On August 3, 2016, Myriad Genetics, Inc. (“Myriad”) entered into an Agreement and Plan of Merger (the “Merger Agreement”) with Myriad Merger Sub, Inc., a wholly owned subsidiary of the Company (“Merger Subsidiary”), Assurex Health, Inc. (“Assurex”), and Fortis Advisors LLC, as the representative of the securityholders of Assurex.

 

The Merger Agreement provides that Myriad will pay an aggregate cash purchase price to the security holders of Assurex of $225 million, subject to adjustment for Assurex’s working capital and indebtedness and other amounts to be determined in accordance with the Merger Agreement (as adjusted, the “Purchase Price”).
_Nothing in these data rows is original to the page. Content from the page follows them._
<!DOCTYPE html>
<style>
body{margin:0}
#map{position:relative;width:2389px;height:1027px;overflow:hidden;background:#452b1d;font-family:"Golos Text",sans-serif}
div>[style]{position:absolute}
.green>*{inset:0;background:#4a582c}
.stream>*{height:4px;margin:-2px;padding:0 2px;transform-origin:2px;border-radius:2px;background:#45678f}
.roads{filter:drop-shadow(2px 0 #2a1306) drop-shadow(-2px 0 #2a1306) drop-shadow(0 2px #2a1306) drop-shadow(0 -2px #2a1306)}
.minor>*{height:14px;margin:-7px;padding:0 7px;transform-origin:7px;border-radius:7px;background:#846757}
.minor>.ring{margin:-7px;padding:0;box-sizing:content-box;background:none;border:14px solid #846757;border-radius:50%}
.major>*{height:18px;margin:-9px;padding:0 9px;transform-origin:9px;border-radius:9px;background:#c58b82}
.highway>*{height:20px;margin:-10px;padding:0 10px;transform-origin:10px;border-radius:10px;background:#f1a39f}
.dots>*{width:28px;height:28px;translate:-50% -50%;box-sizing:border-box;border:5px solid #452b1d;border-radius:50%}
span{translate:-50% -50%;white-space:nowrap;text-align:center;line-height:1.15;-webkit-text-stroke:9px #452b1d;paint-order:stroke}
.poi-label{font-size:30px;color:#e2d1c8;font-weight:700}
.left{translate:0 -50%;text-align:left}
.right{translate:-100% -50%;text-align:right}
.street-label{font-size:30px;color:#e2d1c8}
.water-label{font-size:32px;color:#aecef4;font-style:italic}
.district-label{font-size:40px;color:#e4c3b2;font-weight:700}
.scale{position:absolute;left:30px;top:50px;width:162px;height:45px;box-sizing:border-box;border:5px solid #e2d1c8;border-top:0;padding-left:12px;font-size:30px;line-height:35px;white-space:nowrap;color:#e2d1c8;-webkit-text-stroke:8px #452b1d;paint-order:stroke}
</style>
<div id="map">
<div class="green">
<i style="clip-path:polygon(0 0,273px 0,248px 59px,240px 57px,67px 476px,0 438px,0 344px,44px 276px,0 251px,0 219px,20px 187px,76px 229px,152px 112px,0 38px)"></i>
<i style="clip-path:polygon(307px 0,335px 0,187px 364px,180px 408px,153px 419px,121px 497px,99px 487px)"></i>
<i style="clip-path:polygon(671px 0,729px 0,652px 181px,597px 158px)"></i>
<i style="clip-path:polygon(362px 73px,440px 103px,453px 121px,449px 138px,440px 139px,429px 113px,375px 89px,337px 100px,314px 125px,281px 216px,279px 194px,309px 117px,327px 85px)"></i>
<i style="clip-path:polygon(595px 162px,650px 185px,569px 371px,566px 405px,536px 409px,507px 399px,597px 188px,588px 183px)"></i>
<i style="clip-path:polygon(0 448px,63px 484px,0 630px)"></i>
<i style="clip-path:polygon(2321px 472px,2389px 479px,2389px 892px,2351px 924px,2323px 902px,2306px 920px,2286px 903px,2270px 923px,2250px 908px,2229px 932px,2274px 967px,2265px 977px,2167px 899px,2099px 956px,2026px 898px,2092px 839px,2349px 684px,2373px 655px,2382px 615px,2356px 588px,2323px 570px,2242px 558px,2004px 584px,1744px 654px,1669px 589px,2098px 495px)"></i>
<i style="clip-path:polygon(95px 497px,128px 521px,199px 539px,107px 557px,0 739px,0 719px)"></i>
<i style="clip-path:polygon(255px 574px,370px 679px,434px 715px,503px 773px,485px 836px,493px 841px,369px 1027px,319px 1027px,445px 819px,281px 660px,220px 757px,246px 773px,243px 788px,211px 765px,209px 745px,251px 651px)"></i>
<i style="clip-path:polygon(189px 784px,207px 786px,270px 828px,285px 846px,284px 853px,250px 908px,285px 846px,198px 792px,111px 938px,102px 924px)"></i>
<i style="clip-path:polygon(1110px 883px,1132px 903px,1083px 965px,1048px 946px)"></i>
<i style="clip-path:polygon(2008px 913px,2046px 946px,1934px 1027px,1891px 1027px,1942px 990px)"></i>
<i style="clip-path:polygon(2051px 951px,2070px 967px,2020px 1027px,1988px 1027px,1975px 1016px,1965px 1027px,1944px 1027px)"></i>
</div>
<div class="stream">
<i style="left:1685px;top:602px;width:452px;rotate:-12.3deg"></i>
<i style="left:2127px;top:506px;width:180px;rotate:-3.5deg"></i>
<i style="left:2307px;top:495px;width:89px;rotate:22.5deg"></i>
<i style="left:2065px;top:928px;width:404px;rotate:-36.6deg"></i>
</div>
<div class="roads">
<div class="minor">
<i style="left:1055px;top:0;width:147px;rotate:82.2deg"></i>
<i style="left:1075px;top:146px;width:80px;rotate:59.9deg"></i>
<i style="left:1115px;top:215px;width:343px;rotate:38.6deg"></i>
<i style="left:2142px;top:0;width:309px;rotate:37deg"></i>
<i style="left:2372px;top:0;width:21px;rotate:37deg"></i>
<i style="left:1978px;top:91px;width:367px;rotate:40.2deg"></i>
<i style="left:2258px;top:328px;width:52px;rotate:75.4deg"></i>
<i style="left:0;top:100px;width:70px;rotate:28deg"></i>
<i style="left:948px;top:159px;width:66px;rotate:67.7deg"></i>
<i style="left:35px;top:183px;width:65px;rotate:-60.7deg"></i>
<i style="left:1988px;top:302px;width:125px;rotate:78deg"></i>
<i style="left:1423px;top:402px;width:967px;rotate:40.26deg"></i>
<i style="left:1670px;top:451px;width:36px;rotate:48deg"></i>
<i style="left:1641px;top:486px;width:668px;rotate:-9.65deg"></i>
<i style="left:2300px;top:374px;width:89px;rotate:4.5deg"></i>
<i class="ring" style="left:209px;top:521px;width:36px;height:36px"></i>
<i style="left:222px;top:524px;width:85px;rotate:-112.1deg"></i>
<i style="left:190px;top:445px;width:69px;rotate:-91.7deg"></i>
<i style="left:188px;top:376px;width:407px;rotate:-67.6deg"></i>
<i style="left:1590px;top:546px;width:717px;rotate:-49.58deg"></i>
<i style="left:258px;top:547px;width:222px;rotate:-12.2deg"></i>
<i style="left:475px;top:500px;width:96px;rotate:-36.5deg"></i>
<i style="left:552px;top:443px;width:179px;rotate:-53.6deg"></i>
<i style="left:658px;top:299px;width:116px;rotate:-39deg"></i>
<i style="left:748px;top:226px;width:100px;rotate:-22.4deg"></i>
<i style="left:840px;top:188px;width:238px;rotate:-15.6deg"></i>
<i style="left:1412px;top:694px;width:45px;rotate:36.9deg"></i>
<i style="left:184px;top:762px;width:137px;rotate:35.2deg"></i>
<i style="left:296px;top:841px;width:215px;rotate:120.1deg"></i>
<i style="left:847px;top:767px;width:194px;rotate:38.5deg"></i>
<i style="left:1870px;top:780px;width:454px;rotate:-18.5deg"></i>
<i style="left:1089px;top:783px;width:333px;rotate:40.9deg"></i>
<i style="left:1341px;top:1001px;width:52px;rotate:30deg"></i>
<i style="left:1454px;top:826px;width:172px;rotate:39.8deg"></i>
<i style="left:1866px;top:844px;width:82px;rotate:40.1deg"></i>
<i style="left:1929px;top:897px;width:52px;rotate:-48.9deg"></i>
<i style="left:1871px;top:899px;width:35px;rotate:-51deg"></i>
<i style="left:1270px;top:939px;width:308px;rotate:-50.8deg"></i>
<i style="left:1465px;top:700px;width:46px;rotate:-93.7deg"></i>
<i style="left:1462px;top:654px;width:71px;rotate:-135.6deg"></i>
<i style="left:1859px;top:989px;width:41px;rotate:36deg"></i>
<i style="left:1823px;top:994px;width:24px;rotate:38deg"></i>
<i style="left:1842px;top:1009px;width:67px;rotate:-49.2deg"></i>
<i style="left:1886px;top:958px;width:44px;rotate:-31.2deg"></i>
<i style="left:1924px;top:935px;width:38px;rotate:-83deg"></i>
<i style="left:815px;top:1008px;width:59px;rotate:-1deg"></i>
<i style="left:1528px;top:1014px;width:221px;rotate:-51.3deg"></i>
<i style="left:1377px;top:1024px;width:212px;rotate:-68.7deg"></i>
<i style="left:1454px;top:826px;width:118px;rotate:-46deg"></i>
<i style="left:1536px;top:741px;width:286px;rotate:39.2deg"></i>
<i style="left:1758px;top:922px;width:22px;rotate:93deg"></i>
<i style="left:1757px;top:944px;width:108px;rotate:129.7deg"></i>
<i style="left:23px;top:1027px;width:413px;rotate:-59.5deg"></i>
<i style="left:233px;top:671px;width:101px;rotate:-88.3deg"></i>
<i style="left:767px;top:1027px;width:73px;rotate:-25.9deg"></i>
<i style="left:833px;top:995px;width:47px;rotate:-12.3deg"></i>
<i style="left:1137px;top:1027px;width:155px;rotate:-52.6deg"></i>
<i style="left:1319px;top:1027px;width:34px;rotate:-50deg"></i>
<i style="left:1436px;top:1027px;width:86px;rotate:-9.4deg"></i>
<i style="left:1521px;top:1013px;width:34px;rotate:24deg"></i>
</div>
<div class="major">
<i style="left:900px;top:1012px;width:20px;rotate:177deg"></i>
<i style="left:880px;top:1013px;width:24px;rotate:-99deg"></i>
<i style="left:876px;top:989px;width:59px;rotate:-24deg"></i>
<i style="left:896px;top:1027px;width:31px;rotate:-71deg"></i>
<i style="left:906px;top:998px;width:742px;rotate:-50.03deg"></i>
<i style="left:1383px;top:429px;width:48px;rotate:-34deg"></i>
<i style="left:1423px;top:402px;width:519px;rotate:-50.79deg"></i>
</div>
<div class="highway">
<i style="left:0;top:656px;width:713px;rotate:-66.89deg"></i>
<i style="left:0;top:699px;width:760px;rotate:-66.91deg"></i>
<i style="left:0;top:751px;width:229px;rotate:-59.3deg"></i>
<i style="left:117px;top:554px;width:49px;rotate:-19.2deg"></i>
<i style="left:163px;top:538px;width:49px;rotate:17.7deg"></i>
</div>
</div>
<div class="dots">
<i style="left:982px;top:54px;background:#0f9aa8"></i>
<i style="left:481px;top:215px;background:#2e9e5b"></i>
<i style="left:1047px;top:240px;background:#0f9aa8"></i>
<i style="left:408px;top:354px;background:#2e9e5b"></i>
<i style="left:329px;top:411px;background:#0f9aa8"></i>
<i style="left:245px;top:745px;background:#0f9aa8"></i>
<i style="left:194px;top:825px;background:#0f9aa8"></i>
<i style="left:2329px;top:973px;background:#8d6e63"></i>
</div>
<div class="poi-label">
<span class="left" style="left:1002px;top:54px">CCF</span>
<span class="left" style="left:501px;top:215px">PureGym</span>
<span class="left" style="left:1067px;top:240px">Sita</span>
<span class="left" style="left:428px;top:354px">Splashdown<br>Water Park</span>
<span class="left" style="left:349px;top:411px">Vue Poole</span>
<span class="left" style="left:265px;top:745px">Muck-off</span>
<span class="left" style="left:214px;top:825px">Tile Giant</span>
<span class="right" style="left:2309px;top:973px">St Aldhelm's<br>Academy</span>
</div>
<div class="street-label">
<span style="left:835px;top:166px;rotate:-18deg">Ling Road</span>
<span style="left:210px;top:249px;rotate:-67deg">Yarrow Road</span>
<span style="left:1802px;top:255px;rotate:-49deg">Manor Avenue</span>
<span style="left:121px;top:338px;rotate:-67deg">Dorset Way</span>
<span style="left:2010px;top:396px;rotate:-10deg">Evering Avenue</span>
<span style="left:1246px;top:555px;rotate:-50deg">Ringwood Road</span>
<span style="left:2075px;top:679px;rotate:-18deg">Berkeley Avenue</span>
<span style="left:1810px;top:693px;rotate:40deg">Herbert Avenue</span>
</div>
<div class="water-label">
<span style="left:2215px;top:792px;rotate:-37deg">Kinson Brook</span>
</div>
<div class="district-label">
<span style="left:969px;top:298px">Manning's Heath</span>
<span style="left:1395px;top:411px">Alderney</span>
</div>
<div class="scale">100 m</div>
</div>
Additionally, subject to the limitations described in the Merger Agreement , Myriad will be required to pay securityholders additional amounts in cash of up to $185 million in performance-based milestones (the “Additional Payments,” and together with the Purchase Price, the “Merger Consideration”).

The acquisition is structured as a reverse triangular merger transaction in which the Merger Subsidiary will merge with and into Assurex, with Assurex surviving the merger as the surviving corporation and a wholly owned subsidiary of Myriad (the “Merger”).

The Merger Agreement contains certain termination rights for Myriad and Assurex, including the right by either party to terminate the Merger Agreement if the Merger has not occurred within two months of the signing of the Merger Agreement. The Closing is expected to occur before the end of the first quarter of Myriad’s fiscal year 2017, and is subject to customary closing conditions and regulatory approval including, among others, antitrust clearance under the Hart-Scott-Rodino Antitrust Improvements Act of 1976. Myriad intends to fund the transaction through cash on hand and possibly short-term debt. The acquisition is not subject to a financing contingency. The Merger Agreement was approved by the Board of Directors of both Myriad and Assurex, and is conditioned on receiving the requisite stockholder approval of the Assurex stockholders.